For the underlying cost math, and for the in-house developer alternative every procurement officer needs to weigh against the consultant route, the cost comparison piece walks the numbers.

How the eight fit Canadian public-sector procurement

The procurement framework these eight questions sit inside, in Canada, is the Canadian Free Trade Agreement Chapter 504 at the federal level, together with the Treasury Board Directive on Service and Digital, the Accessible Canada Act, and the relevant departmental procurement instruments. Provincially, the broader-public-sector directives in Ontario, British Columbia, Alberta, Quebec, and the Atlantic provinces set their own thresholds and evidence requirements. Each regime decides what shape of engagement is even available at a given dollar band; the eight questions decide whether the procured engagement actually delivers.

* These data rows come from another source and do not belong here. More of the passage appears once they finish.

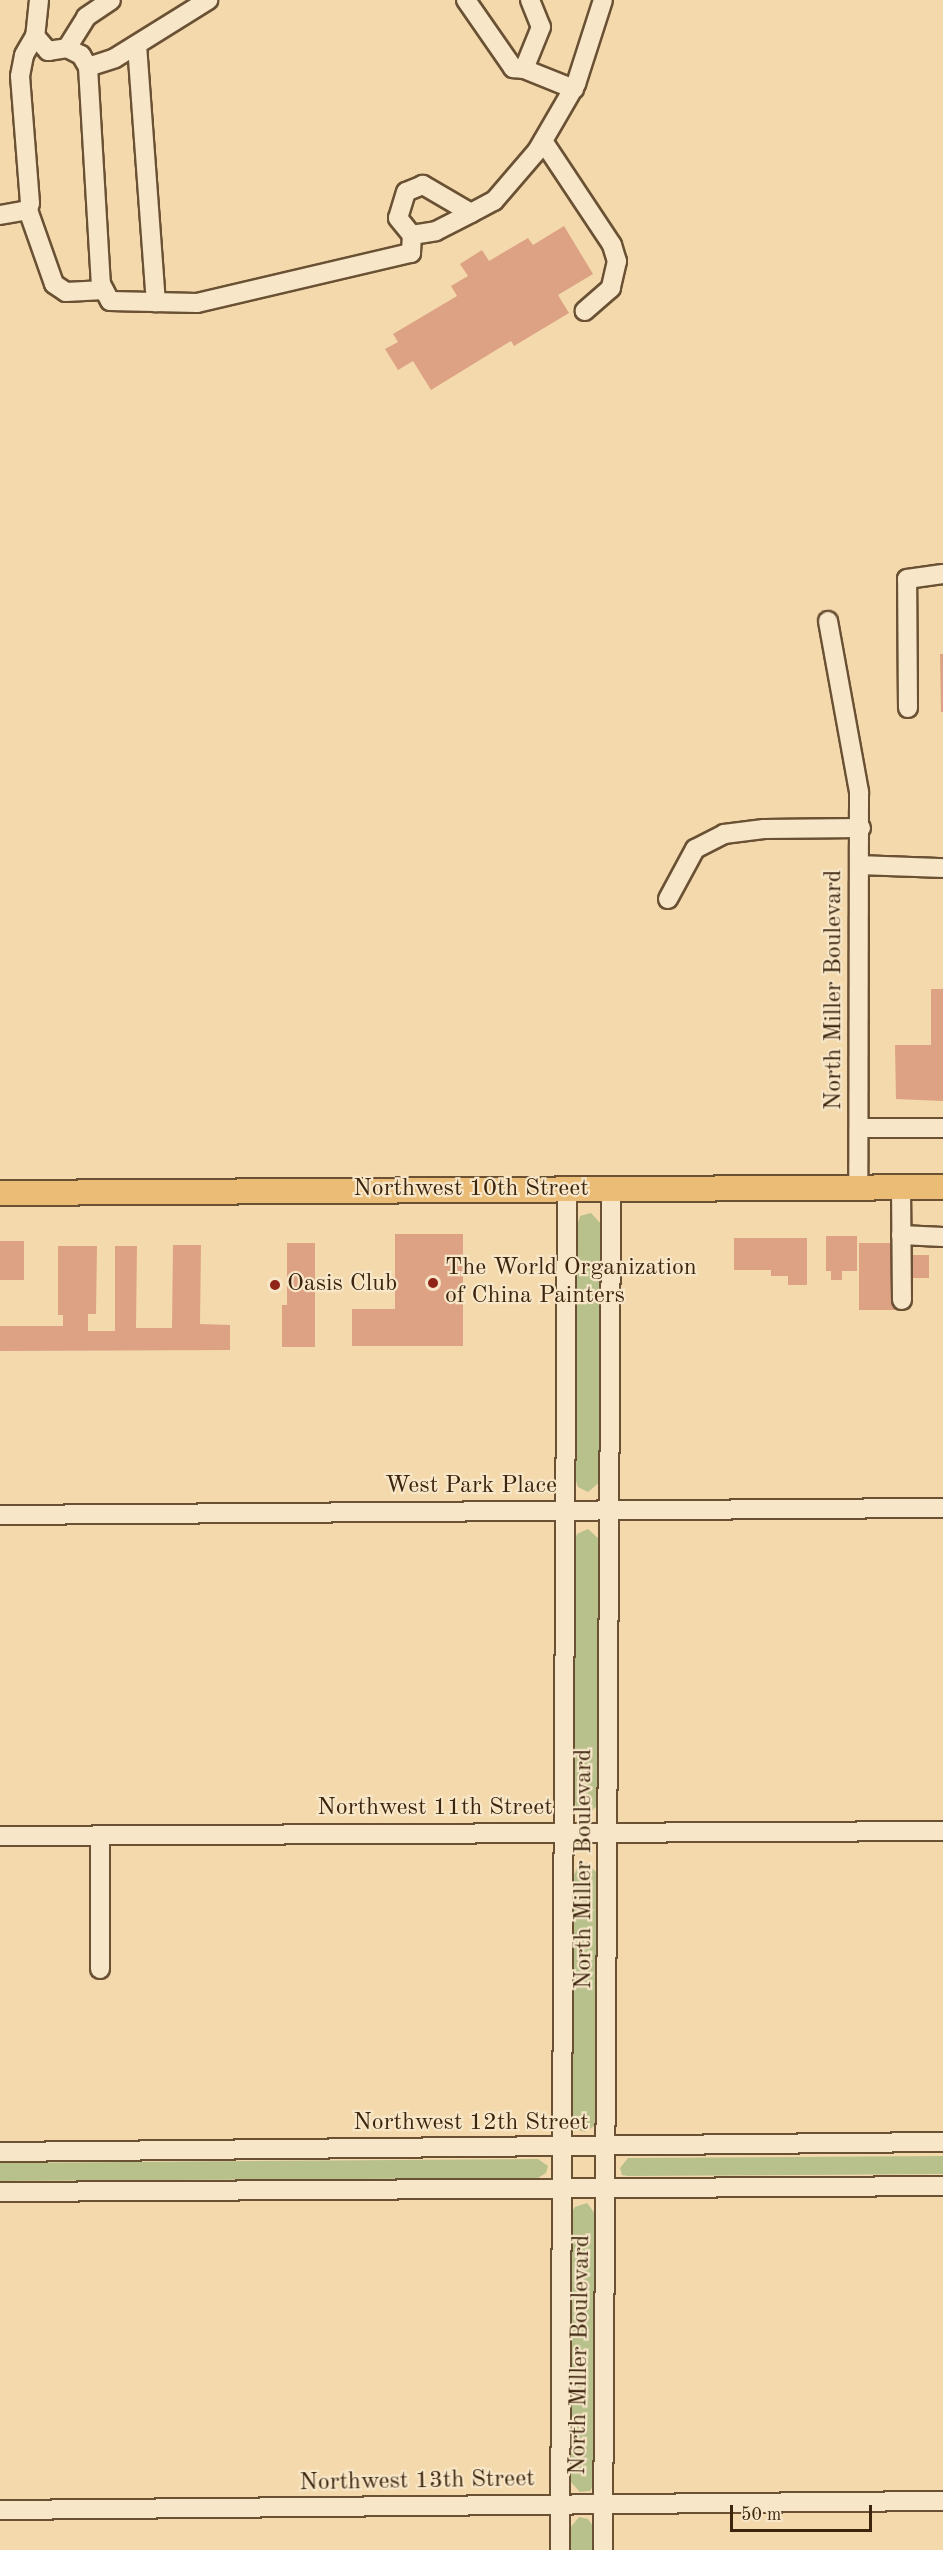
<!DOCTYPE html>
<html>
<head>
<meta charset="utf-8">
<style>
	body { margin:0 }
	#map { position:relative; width:943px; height:2550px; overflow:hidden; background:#f3d9ab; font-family:"Old Standard TT",serif }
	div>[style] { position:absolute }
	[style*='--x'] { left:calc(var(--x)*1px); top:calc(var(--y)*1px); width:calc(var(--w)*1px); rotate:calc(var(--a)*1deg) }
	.green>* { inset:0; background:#b8c08b }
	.building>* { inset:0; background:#dda283; transform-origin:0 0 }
	.roads { filter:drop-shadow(2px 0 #6a5134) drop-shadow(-2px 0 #6a5134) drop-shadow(0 2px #6a5134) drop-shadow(0 -2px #6a5134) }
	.minor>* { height:18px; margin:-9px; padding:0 9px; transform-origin:9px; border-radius:9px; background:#f7e6c8 }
	.major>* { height:24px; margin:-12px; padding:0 12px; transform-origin:12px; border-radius:12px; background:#eabc76 }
	.dots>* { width:16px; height:16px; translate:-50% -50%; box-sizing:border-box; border:3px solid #f7e6c8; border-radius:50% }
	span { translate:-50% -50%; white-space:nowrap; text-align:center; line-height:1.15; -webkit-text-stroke:4.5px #f7e6c8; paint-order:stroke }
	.street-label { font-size:24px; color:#3c240d }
	.poi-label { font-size:24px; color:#3c240d }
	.left { translate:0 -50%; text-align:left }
	.scale { position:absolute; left:730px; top:2505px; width:142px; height:27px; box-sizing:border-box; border:3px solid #3c240d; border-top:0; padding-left:8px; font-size:18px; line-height:21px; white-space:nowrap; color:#3c240d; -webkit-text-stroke:4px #f7e6c8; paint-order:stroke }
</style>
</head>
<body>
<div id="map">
	<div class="green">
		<i style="clip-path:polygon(591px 1213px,601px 1224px,600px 1482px,588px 1492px,578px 1487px,576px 1481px,577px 1226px,580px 1216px)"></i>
		<i style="clip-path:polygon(588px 1529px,600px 1540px,599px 1804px,588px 1814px,577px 1809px,575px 1803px,575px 1540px,577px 1534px)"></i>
		<i style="clip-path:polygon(587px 1863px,599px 1875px,597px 2124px,585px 2132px,575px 2129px,571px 2122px,574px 1875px,577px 1868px)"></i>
		<i style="clip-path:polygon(943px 2156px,943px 2174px,628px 2176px,622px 2175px,620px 2168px,628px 2158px)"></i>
		<i style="clip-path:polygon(538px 2159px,548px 2166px,546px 2173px,538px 2178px,0 2181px,0 2163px)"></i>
		<i style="clip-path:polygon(587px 2203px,596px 2215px,594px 2484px,590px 2491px,580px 2492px,570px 2481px,571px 2213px,575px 2207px)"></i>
		<i style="clip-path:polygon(579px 2517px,588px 2519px,593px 2526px,594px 2550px,570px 2550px,570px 2528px)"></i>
	</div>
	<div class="building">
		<i style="clip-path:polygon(564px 226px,593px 274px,558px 295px,569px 313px,514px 346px,511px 341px,431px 390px,413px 361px,398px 370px,385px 349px,398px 342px,393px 334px,457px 296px,451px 286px,468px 276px,460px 264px,482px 250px,489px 261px,528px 238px,533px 245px)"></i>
		<i style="clip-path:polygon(940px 654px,943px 654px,943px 712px,941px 712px)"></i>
		<i style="clip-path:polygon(931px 989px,943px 989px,943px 1101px,896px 1099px,895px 1045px,931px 1045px)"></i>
		<i style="clip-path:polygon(395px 1234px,463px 1234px,463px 1346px,352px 1346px,352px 1309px,395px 1309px)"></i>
		<i style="clip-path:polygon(826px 1236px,857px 1236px,857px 1271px,842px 1271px,842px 1280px,831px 1280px,831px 1271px,826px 1271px)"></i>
		<i style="clip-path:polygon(734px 1238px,807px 1238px,807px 1285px,788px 1285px,788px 1276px,771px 1276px,771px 1270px,734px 1270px)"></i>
		<i style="left:0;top:1241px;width:24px;height:39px"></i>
		<i style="clip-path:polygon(287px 1243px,315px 1243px,315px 1347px,282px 1347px,282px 1305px,287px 1305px)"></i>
		<i style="left:859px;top:1243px;width:39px;height:67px"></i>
		<i style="clip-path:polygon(173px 1245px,201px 1245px,200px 1324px,230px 1325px,230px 1350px,0 1351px,0 1326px,63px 1326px,63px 1315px,58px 1315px,58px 1246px,97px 1246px,96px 1314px,88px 1314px,88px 1331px,115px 1331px,115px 1246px,137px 1246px,136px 1328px,172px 1328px)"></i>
		<i style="left:907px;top:1255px;width:22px;height:23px"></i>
	</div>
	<div class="roads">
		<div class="minor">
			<i style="--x:39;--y:0;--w:36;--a:96"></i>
			<i style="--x:35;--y:36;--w:20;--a:49"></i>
			<i style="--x:48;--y:51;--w:19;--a:-9"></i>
			<i style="--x:67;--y:48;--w:16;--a:27"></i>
			<i style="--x:81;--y:55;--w:14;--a:60"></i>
			<i style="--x:88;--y:67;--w:217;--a:86.6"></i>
			<i style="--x:101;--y:284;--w:19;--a:62"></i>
			<i style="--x:110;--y:301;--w:87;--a:1.3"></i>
			<i style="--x:197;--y:303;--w:220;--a:-13.2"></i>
			<i style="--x:411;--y:253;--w:18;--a:-87"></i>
			<i style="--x:466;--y:0;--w:83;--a:55.3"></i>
			<i style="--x:513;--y:68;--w:11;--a:5"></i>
			<i style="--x:530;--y:0;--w:29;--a:68"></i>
			<i style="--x:541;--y:27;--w:45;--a:112"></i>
			<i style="--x:524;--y:69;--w:54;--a:21.8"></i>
			<i style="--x:137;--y:45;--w:258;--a:85.8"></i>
			<i style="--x:67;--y:48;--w:36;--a:-58"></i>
			<i style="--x:86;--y:17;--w:30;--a:-34"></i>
			<i style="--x:88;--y:67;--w:28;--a:-18"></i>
			<i style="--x:115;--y:58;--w:110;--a:-31.9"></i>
			<i style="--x:543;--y:141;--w:125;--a:56.4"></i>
			<i style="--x:612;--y:245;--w:17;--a:73"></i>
			<i style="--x:617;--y:261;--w:28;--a:103"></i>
			<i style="--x:611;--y:288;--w:35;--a:139"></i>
			<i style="--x:28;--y:210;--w:78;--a:70.6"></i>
			<i style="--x:54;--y:284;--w:14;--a:34"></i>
			<i style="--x:66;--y:292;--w:38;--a:-3"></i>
			<i style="--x:471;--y:213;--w:56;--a:-149.7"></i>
			<i style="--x:423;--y:185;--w:18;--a:158"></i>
			<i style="--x:406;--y:192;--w:27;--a:107"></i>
			<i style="--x:398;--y:218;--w:22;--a:51"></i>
			<i style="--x:412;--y:235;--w:24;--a:-9"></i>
			<i style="--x:436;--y:231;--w:39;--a:-27"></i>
			<i style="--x:471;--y:213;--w:26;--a:-28"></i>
			<i style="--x:494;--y:201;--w:66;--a:-49.3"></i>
			<i style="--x:537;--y:151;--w:78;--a:-59.8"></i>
			<i style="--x:576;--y:84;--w:88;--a:-72.2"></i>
			<i style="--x:0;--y:215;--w:28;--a:-10"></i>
			<i style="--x:28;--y:210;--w:7;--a:-74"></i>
			<i style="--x:30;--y:203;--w:127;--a:-94.5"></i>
			<i style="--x:20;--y:76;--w:21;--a:-79"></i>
			<i style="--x:24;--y:55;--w:22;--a:-60"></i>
			<i style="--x:828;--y:621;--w:174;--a:79.7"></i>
			<i style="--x:859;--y:792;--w:396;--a:90.1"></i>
			<i style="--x:908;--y:708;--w:129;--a:-90.4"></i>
			<i style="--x:907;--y:579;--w:36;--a:-8"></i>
			<i style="--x:860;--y:865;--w:83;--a:2.1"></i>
			<i style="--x:668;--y:899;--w:57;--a:-61.6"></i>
			<i style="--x:695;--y:849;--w:33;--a:-27"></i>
			<i style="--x:724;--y:834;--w:40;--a:-7.1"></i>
			<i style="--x:764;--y:829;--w:97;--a:-0.6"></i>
			<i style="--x:859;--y:1128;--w:84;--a:0"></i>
			<i style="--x:901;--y:1187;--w:113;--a:89.5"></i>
			<i style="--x:901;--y:1235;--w:42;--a:2.7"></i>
			<i style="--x:0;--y:1515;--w:943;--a:-0.43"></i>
			<i style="--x:0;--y:1836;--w:943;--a:-0.3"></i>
			<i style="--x:100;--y:1836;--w:133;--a:90"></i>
			<i style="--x:0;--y:2152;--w:943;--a:-0.61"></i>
			<i style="--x:0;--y:2192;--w:943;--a:-0.36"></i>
			<i style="--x:0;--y:2510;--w:943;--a:-0.55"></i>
			<i style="--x:560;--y:2550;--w:1361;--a:-89.71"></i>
			<i style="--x:603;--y:2550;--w:1361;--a:-89.66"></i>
		</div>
		<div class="major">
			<i style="--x:0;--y:1193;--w:943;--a:-0.36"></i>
		</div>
	</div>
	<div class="dots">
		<i style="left:433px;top:1283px;background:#8f2418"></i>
		<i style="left:275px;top:1285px;background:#8f2418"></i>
	</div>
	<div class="street-label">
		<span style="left:835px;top:990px;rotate:-90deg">North Miller Boulevard</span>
		<span style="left:471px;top:1190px">Northwest 10th Street</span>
		<span style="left:471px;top:1487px">West Park Place</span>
		<span style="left:435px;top:1809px">Northwest 11th Street</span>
		<span style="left:585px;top:1869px;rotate:-90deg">North Miller Boulevard</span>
		<span style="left:471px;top:2124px">Northwest 12th Street</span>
		<span style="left:581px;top:2355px;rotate:-89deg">North Miller Boulevard</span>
		<span style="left:417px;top:2482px;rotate:-1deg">Northwest 13th Street</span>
	</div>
	<div class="poi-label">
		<span class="left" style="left:445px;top:1283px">The World Organization<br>of China Painters</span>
		<span class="left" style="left:287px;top:1285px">Oasis Club</span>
	</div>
	<div class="scale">50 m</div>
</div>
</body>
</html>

Three of the eight questions tie directly to standing Canadian-specific obligations, and each has a companion piece in this practice:

  • Question two intersects with AODA in Ontario and the Accessible Canada Act federally, the AODA audit a federal vendor actually asks for goes deeper.
  • Question four ties to the Treasury Board cloud-usage profile and Schedule III privacy obligations, Canadian data residency for WordPress hosts covers what each major host actually delivers.
  • Question seven sits on top of departmental procurement-evidence retention, and the 2026 site audit checklist shows what evidence procurement should expect a vendor to produce on request.

The principles travel outside Canada. The thresholds change, the documents have different names, the offices have different titles. The questions are the same.